* _What to do_:
The listing below should be printed exactly, though its pictures must not be.

* _Extracted data_:
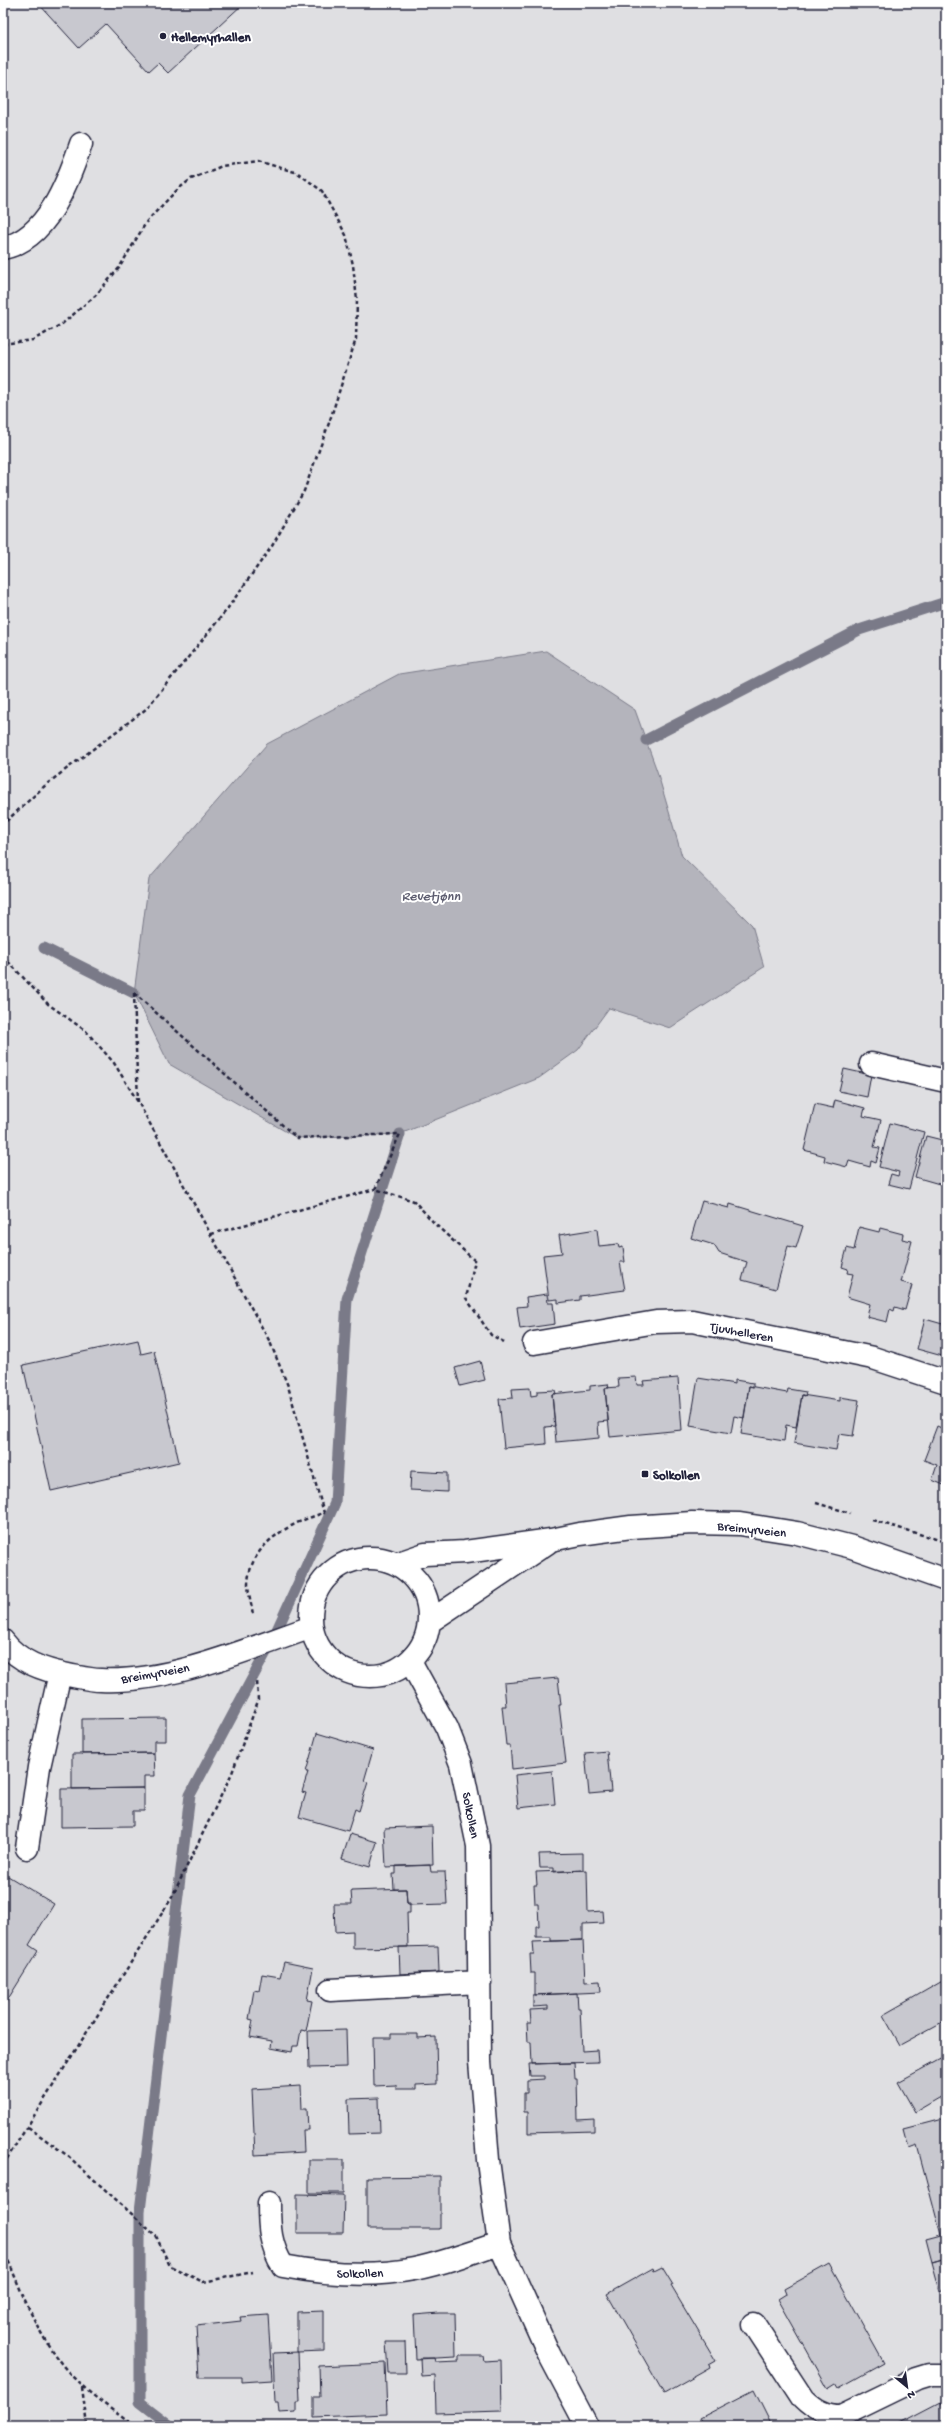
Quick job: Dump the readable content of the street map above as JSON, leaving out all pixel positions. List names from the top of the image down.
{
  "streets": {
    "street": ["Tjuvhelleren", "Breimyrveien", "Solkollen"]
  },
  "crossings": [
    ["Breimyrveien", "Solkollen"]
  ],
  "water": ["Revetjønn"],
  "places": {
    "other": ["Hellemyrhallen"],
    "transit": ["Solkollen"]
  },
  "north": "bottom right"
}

* _Answer to this problem_:
Quick job: Dump the readable content of the street map above as JSON, leaving out all pixel positions. List names from the top of the image down.
{
  "streets": {
    "street": ["Tjuvhelleren", "Breimyrveien", "Solkollen"]
  },
  "crossings": [
    ["Breimyrveien", "Solkollen"]
  ],
  "water": ["Revetjønn"],
  "places": {
    "other": ["Hellemyrhallen"],
    "transit": ["Solkollen"]
  },
  "north": "bottom right"
}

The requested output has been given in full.